- By Maung Mayu (Buthidaung)
I am a school teacher in a village by the name of Pirot in the north of Buthidaung Township. A big house was built at the edge of the village for school teachers. I stayed there together with the other teacher. One morning while I was kept busy in the kitchen, Maung Hsoe’s mother came hurriedly to our house; And invited us to have lunch in their house. We were overjoyed with the invitation. That was the first time when a student’s parents invited us.
When we were young, every household in villages took an alternative turn to feed teachers, thereby establishing a friendly relationship with villagers. Teachers were free from the worry of carrying water, firewood, and cooking in their house. That would create a lot of chances for lesson preparations for the classrooms. Even though the teachers didn’t take the teaching seriously, they sympathized with the students in their charge by focusing on teaching. But nowadays these good habits were found at a loss; the reasons might be due to an increase of government employees and the economic inconvenience of peasant farmers. But it is not at a total loss; these good traditions have existed in some villages. I was amazed to have been invited because my village is not included in the list.
I found it strange when I got into the village; it happened to a traditional ceremony of eating the first crops. Even though I have heard about the ceremony, I didn’t know about it in details. When found by myself, I realized it to be a valuable and lovely Rakhine traditional ceremony. A Rakhine traditional ceremony of eating the first crops means that the reaping of the first crops in carried out during the harvest season; the first crops were cooked as ‘soon’ and served as a big feast.
Farmers have toiled tirelessly during the rainy season to cultivate paddy. They felt overjoyed with the reaping of the first crops. As a commemoration of growing crops healthily, the first crops are served to monks, the elderly, teachers and relatives by visualizing Lord Buddha; it is a feast not eaten first by the farmers themselves.
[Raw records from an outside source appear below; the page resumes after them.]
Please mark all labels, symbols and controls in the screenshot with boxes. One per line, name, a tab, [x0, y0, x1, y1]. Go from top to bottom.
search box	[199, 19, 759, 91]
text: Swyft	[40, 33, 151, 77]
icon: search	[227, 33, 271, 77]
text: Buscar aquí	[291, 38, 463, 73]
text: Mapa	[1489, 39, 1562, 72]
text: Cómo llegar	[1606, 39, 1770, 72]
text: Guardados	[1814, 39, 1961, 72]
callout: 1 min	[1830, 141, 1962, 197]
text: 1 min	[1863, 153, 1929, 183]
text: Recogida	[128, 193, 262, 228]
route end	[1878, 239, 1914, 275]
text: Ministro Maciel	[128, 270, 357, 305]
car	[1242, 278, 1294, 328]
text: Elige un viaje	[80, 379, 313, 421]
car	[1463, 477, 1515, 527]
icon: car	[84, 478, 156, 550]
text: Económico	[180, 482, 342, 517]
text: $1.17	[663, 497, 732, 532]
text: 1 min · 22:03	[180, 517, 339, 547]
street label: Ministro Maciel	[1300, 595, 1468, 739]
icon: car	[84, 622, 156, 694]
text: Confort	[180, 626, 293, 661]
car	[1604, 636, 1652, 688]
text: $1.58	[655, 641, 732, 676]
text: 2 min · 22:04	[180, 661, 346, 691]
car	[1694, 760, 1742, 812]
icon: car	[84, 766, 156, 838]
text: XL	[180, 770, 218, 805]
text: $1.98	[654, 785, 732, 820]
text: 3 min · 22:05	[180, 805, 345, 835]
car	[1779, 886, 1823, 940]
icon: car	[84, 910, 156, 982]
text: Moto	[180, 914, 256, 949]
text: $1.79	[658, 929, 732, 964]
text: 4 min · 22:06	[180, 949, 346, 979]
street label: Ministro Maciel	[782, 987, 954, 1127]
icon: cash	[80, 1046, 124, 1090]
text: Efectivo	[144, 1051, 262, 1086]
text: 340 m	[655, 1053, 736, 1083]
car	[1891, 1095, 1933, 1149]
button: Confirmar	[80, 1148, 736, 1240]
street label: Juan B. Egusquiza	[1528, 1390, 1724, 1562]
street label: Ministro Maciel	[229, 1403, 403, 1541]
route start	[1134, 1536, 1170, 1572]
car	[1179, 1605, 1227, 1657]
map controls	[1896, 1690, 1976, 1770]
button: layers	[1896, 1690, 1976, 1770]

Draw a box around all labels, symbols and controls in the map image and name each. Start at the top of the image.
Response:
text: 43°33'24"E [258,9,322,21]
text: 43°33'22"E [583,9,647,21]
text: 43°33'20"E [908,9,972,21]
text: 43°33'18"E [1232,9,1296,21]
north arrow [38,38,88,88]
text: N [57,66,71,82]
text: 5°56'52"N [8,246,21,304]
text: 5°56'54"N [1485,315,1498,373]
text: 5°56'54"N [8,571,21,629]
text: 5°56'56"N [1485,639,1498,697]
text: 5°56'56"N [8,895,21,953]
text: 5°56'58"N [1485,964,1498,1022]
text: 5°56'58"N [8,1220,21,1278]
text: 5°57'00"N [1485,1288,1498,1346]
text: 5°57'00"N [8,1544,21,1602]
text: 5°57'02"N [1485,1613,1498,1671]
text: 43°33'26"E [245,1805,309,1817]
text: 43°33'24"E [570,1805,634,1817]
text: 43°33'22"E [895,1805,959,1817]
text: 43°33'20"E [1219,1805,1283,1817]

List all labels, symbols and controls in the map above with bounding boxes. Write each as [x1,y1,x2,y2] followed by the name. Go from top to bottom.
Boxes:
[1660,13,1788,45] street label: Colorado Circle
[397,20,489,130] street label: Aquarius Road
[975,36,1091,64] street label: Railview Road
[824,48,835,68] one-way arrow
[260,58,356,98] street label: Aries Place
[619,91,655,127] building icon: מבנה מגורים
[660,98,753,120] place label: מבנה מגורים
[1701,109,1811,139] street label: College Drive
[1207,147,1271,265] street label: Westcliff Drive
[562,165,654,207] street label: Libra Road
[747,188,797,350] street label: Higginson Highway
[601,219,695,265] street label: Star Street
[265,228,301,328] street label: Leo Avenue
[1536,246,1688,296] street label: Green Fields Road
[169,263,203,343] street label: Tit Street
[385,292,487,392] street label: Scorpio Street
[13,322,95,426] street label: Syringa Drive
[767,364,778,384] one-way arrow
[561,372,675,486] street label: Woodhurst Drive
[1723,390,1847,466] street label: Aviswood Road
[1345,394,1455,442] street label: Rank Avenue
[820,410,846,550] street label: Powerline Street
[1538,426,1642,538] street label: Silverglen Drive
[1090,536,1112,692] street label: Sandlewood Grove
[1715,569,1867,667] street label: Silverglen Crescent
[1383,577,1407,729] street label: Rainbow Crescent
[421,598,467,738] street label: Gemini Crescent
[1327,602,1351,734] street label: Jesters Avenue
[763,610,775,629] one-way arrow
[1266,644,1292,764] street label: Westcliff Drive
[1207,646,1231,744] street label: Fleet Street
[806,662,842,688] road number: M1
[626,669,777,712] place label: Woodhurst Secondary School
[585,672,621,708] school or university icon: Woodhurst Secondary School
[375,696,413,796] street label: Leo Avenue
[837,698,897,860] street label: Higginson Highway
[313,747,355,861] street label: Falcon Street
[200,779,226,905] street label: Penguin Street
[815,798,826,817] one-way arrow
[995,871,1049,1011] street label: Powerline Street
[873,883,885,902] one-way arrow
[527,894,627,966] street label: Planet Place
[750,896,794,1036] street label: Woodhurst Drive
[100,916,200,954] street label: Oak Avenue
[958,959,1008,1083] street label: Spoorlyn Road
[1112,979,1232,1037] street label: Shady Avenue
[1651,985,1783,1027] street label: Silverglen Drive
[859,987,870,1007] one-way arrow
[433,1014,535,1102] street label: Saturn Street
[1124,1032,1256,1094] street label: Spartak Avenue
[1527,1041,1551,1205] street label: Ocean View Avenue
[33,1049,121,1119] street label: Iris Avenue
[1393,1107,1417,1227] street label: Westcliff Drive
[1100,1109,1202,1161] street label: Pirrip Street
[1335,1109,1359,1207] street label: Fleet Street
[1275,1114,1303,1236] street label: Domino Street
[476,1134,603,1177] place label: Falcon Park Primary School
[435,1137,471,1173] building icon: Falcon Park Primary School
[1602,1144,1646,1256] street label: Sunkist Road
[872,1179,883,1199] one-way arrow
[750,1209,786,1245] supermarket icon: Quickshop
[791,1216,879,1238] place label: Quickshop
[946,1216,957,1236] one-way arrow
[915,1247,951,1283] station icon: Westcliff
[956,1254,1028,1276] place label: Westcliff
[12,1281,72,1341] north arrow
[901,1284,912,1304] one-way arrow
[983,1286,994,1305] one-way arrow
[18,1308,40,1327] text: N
In some villages, groups of Nats(Devas) were invited to the feast. A sheath of banana stems is shaped like a container in which several kinds of food are put and mounted atop the roof to feed the Sun and Moon devas (celestial beings). This tradition is found among other traditions of ethnic nationals; held in different fashions but the intention is the same.
Donations of first crops bring virtuous actions. Once there lived two brothers; the elder brother used to donate his first crops and the best portion of his food and younger brother donated things in a slipshod manner. Due to his meritorious deeds, the older one became Ashin Kawdanya when Buddha attained Buddhahood. After listening to the first sermon given by the Lord Buddha, the elder brother became the Arhat whereas the younger one as Ashin Thubanda became the last Arhat when the Buddha attained Nirvana. These are the reasons that donations of the first crops and the best portion of one’s food are beneficial to the donors.
Cooking of first crops as ‘soon’ would bring a lot of benefits to the donors. Donations of Soon ( offertories ) to the Lord Buddha or monks would bring five comestibles of longevity, beauty, wealth, strength and intelligence. Offering food to Lord Buddha or monks would bring longevity, beauty, wealth, strength and intelligence to the donors.
In our society, nothing is nobler than the Buddha, Dharma, the Sangha, parents and teachers. In accordance with Buddhist traditions, offering food at the altar to the Buddha, offering food to monks and the best portion to monks and the best portion of food to our elders and then our turn comes to eat. That is why Rakhine traditional ceremony of eating first crops should be maintained as a lovely habit of Rakhine Buddhists which must be handed down from generation to generation.